In Fringe, it is love and not science that can lead to human flourishing, give birth to a better human being, explaining why Olivia’s special abilities, even if enabled by the drug Cortexiphan, only work when she is around Peter, and why this show puts a family at the center of Frankenstein’s project of creating life through science and not paternity. As one of Fringe’s most heartbreaking deformed mishaps of scientific hubris, the invisible U-gene, says to Olivia: “All my life I’ve been watching them live theirs. Watching them fall in love. To be looked upon by the right person, to connect. And to see in their eyes kindness, happiness and recognition. That’s when you exist” (S4E7).

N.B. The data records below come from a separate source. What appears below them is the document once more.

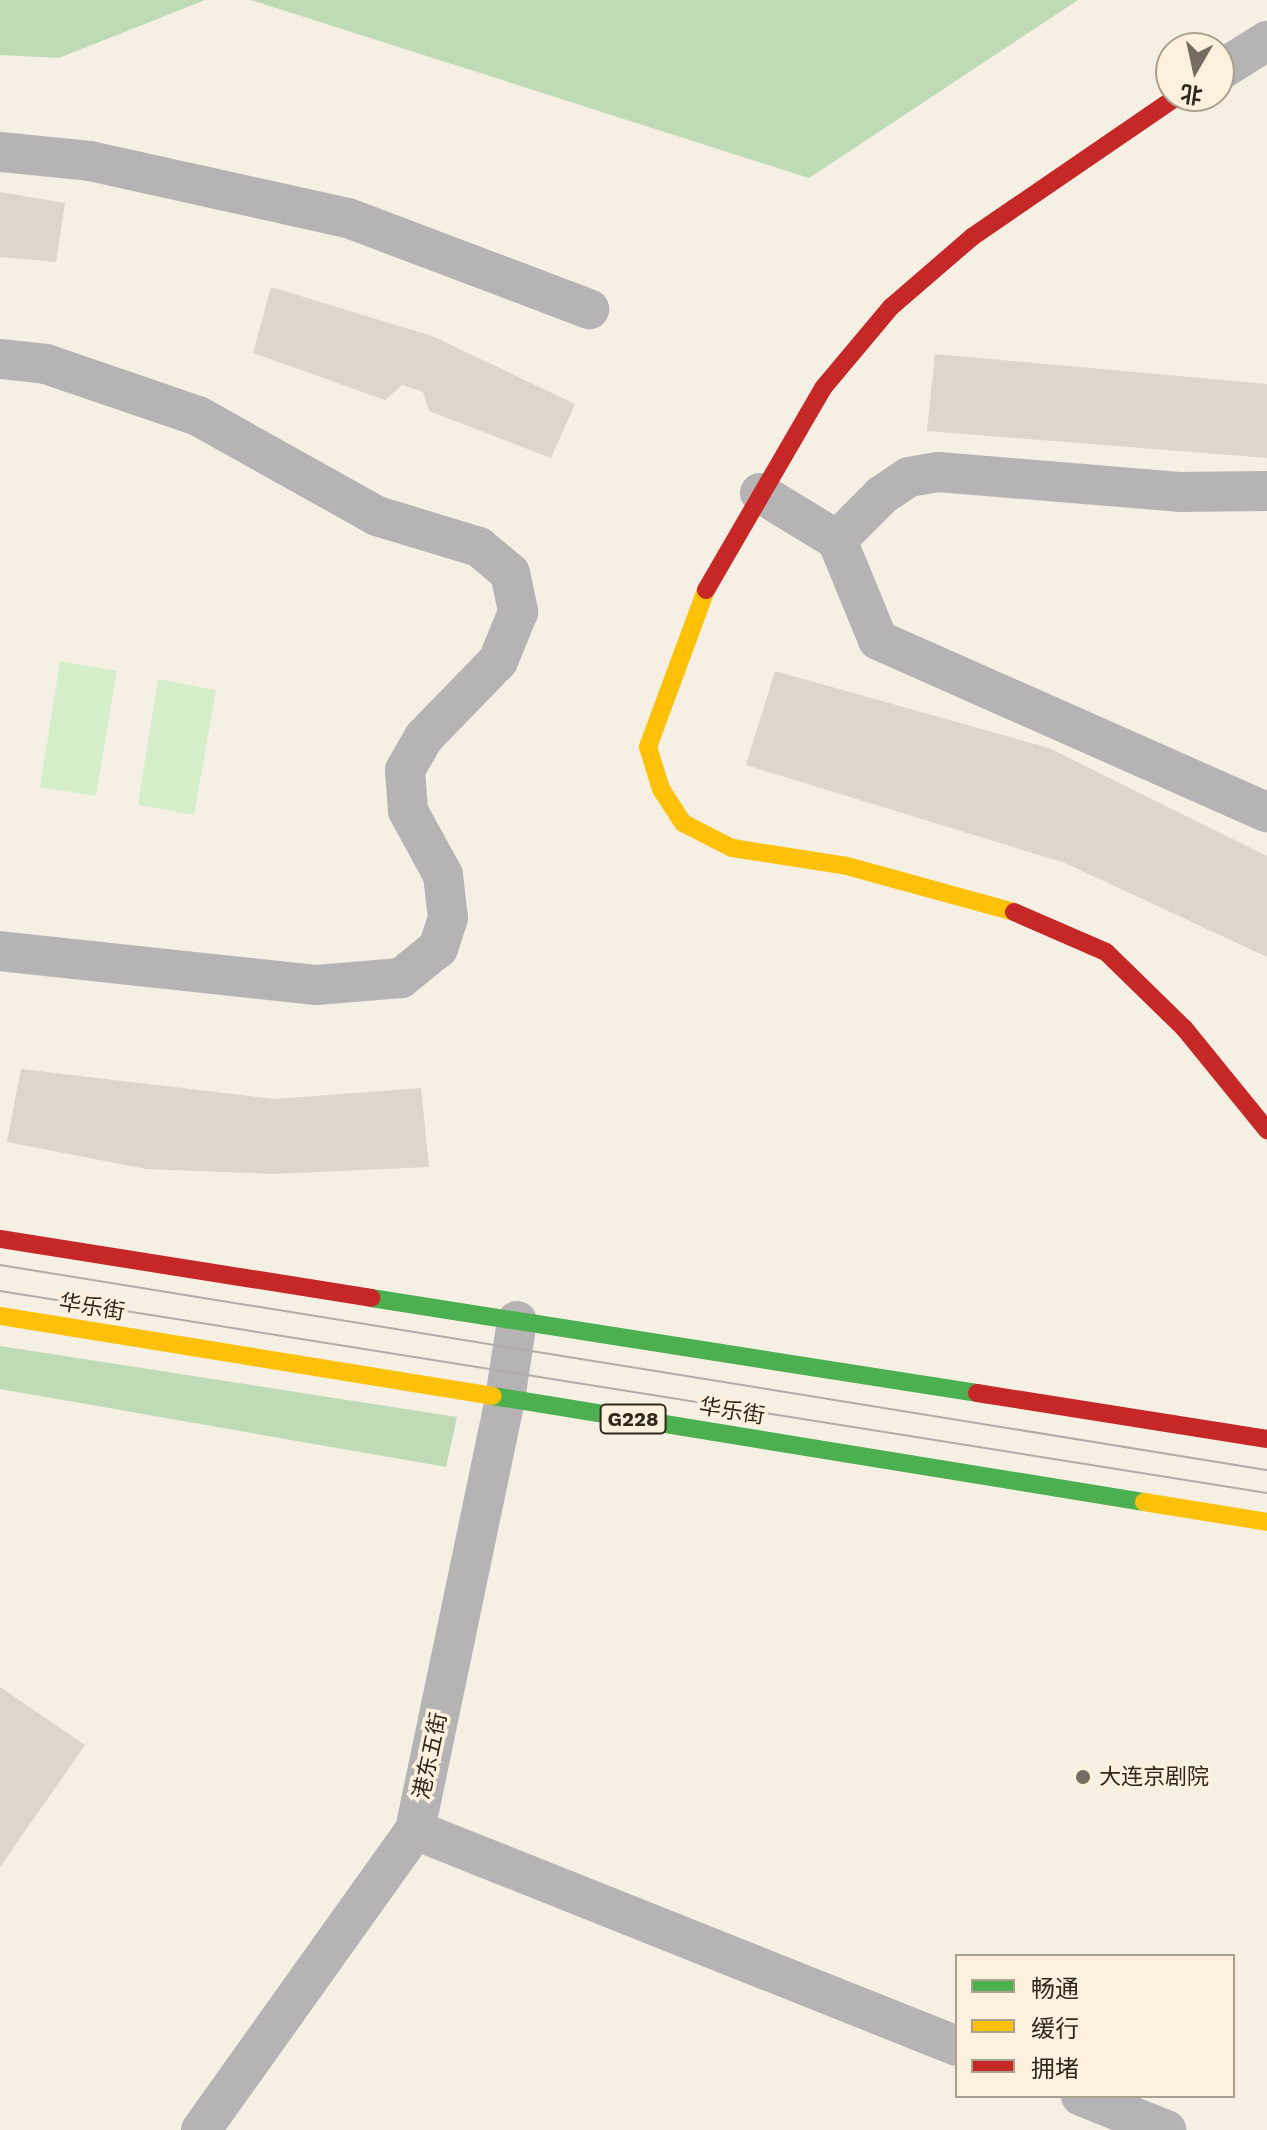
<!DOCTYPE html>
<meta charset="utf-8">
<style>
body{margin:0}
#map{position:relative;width:1267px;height:2130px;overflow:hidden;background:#f6efe4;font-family:"Work Sans","Noto Sans SC",sans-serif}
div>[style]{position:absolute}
.green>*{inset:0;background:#d4eeca}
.forest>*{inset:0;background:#bedbb5}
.building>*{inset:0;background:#ddd6cb}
.street>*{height:40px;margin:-20px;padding:0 20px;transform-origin:20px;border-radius:20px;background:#b6b3b5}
.fast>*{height:18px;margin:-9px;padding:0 9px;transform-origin:9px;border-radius:9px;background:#4caf50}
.slow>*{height:18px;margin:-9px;padding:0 9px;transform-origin:9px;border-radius:9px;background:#ffc107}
.jam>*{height:18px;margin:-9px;padding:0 9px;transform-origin:9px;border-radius:9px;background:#c62828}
.tram>*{height:2px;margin:-1px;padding:0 1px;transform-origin:1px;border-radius:1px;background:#afacab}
.dots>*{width:22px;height:22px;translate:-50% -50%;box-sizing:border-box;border:4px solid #fdf0dd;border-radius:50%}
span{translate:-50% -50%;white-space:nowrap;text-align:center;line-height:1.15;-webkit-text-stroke:7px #fdf0dd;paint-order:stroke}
.shield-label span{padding:2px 6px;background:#fdf0dd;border:2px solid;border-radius:6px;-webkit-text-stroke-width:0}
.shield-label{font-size:20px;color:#2f271b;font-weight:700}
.street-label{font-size:22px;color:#2f271b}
.poi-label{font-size:22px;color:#2f271b}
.left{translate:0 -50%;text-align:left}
.legend{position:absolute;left:955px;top:1954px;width:280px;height:144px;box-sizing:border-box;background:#fdf0dd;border:2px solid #aba08f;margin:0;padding:10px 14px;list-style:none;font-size:24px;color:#2f271b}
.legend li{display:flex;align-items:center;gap:16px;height:40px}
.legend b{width:40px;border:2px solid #aba08f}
.north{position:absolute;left:1155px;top:32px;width:80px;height:80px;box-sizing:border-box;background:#fdf0dd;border:2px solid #aba08f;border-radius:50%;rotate:189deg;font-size:22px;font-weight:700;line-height:32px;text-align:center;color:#2f271b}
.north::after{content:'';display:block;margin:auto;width:28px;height:36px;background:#756d61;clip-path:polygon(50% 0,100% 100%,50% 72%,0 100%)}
</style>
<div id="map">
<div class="green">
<div style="clip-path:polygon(60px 661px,117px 671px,96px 796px,40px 787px)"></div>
<div style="clip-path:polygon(158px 679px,216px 690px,194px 815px,138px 805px)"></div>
</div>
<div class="forest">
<div style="clip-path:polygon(0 0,205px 0,59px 58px,0 55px)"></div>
<div style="clip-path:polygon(251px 0,1078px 0,809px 178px)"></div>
<div style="clip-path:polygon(0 1346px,457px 1417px,446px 1467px,0 1389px)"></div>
</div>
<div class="building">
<div style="clip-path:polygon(0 192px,65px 203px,56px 262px,0 257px)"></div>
<div style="clip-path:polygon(271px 287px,432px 336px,575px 404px,551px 458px,429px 411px,423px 392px,402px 385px,385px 400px,253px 353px)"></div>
<div style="clip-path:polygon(935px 354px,1267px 384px,1267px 458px,927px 431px)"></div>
<div style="clip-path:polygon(775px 671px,1049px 748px,1267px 856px,1267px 957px,1065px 863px,746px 765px)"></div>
<div style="clip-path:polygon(21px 1069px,275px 1099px,421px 1088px,429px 1167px,274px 1174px,146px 1169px,7px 1142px)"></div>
<div style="clip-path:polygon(0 1687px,85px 1745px,0 1867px)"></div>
</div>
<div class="street">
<div style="left:1219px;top:71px;width:57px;rotate:-32deg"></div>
<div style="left:0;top:152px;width:90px;rotate:5.7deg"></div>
<div style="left:90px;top:161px;width:264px;rotate:12.5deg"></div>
<div style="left:348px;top:218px;width:258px;rotate:20.7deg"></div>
<div style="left:0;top:359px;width:46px;rotate:6.2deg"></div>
<div style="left:46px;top:364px;width:161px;rotate:18.9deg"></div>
<div style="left:198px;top:416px;width:205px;rotate:29.2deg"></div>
<div style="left:377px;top:516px;width:107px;rotate:16.9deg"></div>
<div style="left:479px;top:547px;width:40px;rotate:40deg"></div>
<div style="left:510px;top:573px;width:40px;rotate:78deg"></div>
<div style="left:518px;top:612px;width:53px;rotate:112.2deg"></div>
<div style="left:498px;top:661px;width:106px;rotate:134.2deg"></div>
<div style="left:424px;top:737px;width:38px;rotate:120deg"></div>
<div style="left:405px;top:770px;width:41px;rotate:85.8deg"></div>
<div style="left:408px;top:811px;width:73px;rotate:61.3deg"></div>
<div style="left:443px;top:875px;width:43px;rotate:83.4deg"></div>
<div style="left:448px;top:918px;width:32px;rotate:108deg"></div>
<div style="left:438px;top:948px;width:48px;rotate:141deg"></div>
<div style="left:401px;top:978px;width:85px;rotate:175.3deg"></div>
<div style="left:316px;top:985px;width:318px;rotate:-173.9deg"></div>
<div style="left:760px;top:493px;width:90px;rotate:31.4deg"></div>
<div style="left:837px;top:540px;width:108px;rotate:67.7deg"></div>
<div style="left:878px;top:640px;width:425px;rotate:23.9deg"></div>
<div style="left:837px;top:540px;width:64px;rotate:-45deg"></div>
<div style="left:882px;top:495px;width:32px;rotate:-34deg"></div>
<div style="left:909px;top:477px;width:29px;rotate:-10deg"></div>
<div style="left:938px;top:472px;width:242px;rotate:4.7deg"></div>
<div style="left:1179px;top:492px;width:88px;rotate:-0.7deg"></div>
<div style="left:415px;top:1830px;width:583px;rotate:21.73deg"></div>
<div style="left:1081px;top:2096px;width:92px;rotate:21.8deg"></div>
<div style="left:201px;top:2130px;width:369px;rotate:-54.5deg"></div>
<div style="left:415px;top:1830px;width:440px;rotate:-78.2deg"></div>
<div style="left:505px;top:1399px;width:79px;rotate:-81.3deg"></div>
</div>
<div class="fast">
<div style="left:371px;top:1298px;width:613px;rotate:8.91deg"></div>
<div style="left:493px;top:1396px;width:660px;rotate:9.25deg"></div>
</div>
<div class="slow">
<div style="left:706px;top:590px;width:167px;rotate:110.3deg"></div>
<div style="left:648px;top:747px;width:44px;rotate:72.8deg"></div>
<div style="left:661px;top:789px;width:40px;rotate:57.1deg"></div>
<div style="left:683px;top:823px;width:55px;rotate:27deg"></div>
<div style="left:732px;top:848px;width:116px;rotate:8.9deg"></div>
<div style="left:847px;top:866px;width:173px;rotate:15.4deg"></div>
<div style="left:0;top:1316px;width:499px;rotate:9.2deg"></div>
<div style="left:1144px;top:1502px;width:125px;rotate:9.2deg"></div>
</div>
<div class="jam">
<div style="left:706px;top:590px;width:233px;rotate:-59.9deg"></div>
<div style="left:823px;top:388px;width:106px;rotate:-50deg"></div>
<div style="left:891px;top:307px;width:107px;rotate:-40.8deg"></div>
<div style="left:972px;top:237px;width:250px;rotate:-34.4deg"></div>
<div style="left:1014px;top:912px;width:100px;rotate:23.5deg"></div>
<div style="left:1106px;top:952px;width:109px;rotate:44.3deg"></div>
<div style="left:1184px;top:1028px;width:132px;rotate:50.9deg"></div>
<div style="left:0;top:1239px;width:376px;rotate:9deg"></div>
<div style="left:977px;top:1393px;width:294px;rotate:9deg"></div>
</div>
<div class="tram">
<div style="left:0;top:1265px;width:1283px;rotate:9.19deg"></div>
<div style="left:0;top:1291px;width:1283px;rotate:9.06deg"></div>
</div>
<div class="dots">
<div style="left:1083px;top:1777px;background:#756d61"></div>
</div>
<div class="shield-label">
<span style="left:633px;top:1419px">G228</span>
</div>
<div class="street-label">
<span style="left:92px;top:1307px;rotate:9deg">华乐街</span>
<span style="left:732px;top:1411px;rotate:9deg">华乐街</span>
<span style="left:430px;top:1756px;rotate:-78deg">港东五街</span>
</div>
<div class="poi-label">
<span class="left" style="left:1099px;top:1777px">大连京剧院</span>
</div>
<ul class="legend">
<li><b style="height:10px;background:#4caf50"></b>畅通</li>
<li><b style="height:10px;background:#ffc107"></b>缓行</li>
<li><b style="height:10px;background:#c62828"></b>拥堵</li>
</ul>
<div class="north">北</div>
</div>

[1] Walter Bishop’s first crossing over weakened the fabric of the alternate universe, causing holes to start opening in it and leading to the subsequent disappearance of whatever existed in those parts of the alternate world. Amber is an advanced substance that, starting as a gas and hardening into something similar to natural amber, was used to close the holes, avoiding the further swallowing of matter. Any person trapped in amber would not be killed but placed in a state of suspended animation.
References
Anscombe, G. E. M. “First Person” in Metaphysics and the Philosophy of Mind, Collected Philosophical Papers, Volume II. Oxford: Basil Blackwell, 1981
MacIntyre, Alasdair, After Virtue (2nd Edition). London: Duckworth, 1985.
Miller, Liz Shannon, “Fringe (Sorta.)”, Liz Tells Frank What Happened In…, 13 December 2010 [https://liztellsfrank.com/2010/12/13/liz-tells-frank-what-happened-in-fringe-sort-of/].
Taylor, Charles, Sources of the Self: The Making of the Modern Identity. Cambridge: Harvard UP, 1989.